Le Temple est mentionné dans le Nouveau Testament : Jésus Christ y est présenté rituellement comme fils aîné[9], il y va en pèlerinage avec Marie et Joseph (épisode du « recouvrement au Temple », Jésus enfant parlant aux Docteurs)[10], en a chassé les marchands[11], a pleuré d'avance sa destruction[12].

Le Temple fait partie des éléments avancés lors du procès de Jésus[13]. Lors de sa Passion, d'après les Évangiles, le rideau du Temple se déchire au moment même de sa mort[14].

Les apôtres ont continué de fréquenter le Temple après la Résurrection[15]. De même, les chrétiens de Jérusalem semblent avoir visité les ruines du Temple peu après sa destruction[16].

Lorsque Jérusalem est devenue une ville chrétienne, le site même du Temple, ruiné, est laissé en l'état mais, selon certains (Anonyme de Plaisance, Cyrille de Scythopolis, Grégoire de Tours)[17], une église Sainte-Marie-la-Neuve, commémorant la Présentation de Jésus au Temple, est construite par Justinien, entre 531 et 543, au bord de l'esplanade ; elle est détruite par les Perses lors du siège de Jérusalem en 614[18]. Les Arabes édifient au même lieu la Mosquée al-Aqsa. Cette opinion semblait abandonnée depuis le XIXe siècle[19], jusqu'à ce que des résultats encore inexploités des recherches de 1939 aient révélé des vestiges inconnus à ce jour[20].

Les croisés y installent leur roi Baudoin Ier. Puis, les templiers le transforment en maison cheftaine et siège de leur ordre. Ils y font édifier une église, aux toits pentus et non en terrasse. Jérusalem est leur capitale, c'est à partir du Temple de Jérusalem que cet ordre de chevalerie chrétienne prend le nom d'ordre du Temple (1129-1312).

Tout en reconnaissant dans le site du Temple un lieu saint, le christianisme ne formule pas de revendication sur ce lieu.

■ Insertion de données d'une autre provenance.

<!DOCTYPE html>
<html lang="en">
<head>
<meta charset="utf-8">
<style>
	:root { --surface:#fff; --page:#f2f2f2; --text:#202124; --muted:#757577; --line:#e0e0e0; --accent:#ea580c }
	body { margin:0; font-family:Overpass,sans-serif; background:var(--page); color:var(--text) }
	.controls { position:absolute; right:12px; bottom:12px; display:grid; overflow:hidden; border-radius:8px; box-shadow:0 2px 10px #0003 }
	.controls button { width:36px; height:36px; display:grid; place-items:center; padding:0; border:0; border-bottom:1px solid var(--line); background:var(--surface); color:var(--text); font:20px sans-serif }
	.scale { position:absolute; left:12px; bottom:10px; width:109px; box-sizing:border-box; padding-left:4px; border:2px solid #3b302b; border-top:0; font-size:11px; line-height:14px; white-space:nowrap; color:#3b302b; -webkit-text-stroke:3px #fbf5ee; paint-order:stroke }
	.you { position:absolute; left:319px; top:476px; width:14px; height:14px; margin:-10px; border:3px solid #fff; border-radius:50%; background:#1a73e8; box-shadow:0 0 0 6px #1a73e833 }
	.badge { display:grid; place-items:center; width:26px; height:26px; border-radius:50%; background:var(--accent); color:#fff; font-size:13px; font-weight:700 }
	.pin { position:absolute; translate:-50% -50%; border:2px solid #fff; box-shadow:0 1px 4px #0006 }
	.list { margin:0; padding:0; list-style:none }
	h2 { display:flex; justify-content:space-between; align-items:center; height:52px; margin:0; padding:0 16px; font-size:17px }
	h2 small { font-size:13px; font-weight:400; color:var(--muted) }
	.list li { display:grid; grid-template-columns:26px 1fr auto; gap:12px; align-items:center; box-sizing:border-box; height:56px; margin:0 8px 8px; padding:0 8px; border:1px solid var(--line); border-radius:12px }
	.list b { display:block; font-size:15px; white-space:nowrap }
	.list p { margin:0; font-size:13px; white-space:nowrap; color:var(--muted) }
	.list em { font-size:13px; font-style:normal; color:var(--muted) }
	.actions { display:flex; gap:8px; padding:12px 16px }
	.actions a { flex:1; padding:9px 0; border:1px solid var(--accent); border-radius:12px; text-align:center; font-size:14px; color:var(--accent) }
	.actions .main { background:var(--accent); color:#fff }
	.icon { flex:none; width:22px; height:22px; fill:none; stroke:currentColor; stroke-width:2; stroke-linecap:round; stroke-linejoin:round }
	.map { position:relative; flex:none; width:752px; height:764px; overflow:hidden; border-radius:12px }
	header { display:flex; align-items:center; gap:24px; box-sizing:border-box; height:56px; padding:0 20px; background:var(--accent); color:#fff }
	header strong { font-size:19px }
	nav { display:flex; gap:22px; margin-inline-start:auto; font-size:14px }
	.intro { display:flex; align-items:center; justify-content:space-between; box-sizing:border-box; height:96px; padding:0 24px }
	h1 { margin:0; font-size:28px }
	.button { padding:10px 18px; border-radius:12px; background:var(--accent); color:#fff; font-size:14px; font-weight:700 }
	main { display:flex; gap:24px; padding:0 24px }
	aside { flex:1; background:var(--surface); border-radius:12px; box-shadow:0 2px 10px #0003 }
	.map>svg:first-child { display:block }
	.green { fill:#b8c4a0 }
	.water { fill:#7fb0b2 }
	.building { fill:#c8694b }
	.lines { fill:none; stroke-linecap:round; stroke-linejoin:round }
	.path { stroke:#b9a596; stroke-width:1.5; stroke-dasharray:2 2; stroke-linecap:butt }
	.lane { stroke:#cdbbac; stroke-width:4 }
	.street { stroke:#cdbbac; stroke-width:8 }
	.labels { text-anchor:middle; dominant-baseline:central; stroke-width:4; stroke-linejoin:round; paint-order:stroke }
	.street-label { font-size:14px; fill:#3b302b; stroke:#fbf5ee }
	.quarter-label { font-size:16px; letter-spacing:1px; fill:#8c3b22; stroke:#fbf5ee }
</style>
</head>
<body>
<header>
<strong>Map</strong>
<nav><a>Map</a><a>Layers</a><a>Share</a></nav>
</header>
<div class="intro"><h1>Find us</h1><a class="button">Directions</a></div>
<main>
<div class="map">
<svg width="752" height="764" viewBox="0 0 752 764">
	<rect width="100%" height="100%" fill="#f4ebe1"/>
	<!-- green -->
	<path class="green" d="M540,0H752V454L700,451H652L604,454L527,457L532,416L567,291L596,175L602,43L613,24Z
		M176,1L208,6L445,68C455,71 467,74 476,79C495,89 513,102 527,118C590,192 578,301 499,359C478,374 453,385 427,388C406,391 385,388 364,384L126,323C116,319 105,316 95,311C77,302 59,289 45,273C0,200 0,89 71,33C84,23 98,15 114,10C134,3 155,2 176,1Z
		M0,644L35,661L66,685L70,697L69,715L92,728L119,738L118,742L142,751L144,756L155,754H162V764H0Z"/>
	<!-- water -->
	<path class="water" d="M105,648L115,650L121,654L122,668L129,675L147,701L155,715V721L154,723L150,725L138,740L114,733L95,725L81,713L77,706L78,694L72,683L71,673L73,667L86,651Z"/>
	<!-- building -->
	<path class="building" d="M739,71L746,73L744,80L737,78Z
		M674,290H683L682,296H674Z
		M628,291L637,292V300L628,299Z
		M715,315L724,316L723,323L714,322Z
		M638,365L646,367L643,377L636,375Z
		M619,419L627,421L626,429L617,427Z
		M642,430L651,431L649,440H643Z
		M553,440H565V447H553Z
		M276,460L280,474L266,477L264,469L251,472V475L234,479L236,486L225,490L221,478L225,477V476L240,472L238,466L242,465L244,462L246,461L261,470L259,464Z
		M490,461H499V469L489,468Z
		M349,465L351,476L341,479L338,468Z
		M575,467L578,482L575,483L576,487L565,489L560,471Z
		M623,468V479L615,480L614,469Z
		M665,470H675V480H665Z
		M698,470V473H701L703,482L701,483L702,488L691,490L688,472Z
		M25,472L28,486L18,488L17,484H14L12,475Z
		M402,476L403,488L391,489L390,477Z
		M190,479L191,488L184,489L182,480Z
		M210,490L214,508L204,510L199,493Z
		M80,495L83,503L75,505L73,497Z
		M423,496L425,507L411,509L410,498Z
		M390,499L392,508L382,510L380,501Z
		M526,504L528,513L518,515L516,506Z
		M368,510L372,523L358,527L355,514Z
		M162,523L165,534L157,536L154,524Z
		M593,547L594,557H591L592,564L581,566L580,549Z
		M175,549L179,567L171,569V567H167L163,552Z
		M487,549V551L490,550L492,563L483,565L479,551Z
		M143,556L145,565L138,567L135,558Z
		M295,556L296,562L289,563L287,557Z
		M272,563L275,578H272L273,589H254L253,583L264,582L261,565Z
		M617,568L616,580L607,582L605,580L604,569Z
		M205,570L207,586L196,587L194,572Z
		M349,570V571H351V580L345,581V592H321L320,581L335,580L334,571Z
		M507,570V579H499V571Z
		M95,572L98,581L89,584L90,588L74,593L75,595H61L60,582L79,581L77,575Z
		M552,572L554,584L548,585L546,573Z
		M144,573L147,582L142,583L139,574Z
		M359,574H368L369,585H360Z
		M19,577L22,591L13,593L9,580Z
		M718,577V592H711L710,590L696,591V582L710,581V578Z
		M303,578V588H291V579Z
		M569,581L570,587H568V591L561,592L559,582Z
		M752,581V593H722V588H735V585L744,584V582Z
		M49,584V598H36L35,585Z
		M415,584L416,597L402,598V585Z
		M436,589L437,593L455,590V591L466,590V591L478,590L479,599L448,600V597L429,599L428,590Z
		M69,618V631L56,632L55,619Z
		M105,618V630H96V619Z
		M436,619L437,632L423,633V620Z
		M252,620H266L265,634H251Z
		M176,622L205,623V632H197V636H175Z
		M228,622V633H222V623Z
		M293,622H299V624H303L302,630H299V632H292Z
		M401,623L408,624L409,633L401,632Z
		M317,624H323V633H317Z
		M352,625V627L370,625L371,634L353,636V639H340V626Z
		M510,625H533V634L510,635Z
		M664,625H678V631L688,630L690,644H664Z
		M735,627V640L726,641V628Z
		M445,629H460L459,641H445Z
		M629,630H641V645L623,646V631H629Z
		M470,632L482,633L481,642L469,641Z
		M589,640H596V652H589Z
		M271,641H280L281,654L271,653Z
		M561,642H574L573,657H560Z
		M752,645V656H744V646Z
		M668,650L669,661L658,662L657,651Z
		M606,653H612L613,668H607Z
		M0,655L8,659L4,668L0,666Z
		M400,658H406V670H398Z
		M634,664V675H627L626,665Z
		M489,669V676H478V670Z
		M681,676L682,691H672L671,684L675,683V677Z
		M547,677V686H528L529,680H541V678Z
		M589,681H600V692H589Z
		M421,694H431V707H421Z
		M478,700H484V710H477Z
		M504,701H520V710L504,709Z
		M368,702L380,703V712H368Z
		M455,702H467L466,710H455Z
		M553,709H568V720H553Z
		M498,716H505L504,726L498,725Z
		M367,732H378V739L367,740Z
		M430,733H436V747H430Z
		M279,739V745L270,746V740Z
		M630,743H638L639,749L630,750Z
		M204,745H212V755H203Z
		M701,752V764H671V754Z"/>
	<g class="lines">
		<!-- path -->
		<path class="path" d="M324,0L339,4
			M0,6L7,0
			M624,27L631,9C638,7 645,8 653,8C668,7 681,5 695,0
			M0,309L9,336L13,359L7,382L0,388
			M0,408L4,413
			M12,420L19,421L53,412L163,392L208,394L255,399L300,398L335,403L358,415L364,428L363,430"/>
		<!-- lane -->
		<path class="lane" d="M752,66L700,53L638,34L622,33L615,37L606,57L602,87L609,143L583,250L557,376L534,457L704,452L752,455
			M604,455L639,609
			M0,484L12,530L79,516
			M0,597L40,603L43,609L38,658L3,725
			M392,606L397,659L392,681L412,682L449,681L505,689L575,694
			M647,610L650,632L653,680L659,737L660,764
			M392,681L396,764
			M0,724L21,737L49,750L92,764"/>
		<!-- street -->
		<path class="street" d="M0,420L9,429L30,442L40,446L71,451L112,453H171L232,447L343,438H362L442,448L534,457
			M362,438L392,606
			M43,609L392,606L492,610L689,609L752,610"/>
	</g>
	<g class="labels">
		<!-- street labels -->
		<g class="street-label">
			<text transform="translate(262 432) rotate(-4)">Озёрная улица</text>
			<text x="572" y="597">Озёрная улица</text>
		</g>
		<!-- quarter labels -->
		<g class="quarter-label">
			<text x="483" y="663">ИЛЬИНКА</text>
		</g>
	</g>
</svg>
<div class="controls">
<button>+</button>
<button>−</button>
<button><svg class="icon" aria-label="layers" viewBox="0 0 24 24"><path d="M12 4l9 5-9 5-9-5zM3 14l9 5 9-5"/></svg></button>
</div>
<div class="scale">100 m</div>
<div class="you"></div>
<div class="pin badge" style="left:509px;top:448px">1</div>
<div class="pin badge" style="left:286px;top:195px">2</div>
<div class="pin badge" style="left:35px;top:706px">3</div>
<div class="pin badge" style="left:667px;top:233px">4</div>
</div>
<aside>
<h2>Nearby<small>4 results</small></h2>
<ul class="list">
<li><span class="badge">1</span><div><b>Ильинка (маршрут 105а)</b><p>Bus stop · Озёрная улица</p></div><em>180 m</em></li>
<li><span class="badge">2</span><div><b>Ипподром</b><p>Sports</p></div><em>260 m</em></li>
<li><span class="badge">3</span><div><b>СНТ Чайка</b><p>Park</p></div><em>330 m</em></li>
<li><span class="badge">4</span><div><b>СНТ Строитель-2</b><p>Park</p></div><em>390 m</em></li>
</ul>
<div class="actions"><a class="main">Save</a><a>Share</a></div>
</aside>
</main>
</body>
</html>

Dans la Tradition catholique et orthodoxe, le « centre du monde » chrétien à Jérusalem n'est plus le Temple mais un point, matérialisé (appelé « Compas » ou « Omphalos ») dans l'église du Saint-Sépulcre, à mi-chemin entre le Golgotha et la chapelle de la Tombe. Plus fondamentalement, chaque baptisé devient « Temple de l'Esprit Saint » et la présence « matérielle » la plus parfaite de Dieu est, pour les catholiques et les orthodoxes, dans l'Eucharistie. Les protestants insistent sur la déclaration de Jésus à la Samaritaine : « l'heure vient où ce ne sera ni sur cette montagne ni à Jérusalem que vous adorerez le Père […] Mais l'heure vient, et elle est déjà venue, où les vrais adorateurs adoreront le Père en esprit et en vérité ; car ce sont là les adorateurs que le Père demande. Dieu est Esprit, et il faut que ceux qui l'adorent l'adorent en esprit et en vérité » (Jean 4:21-24).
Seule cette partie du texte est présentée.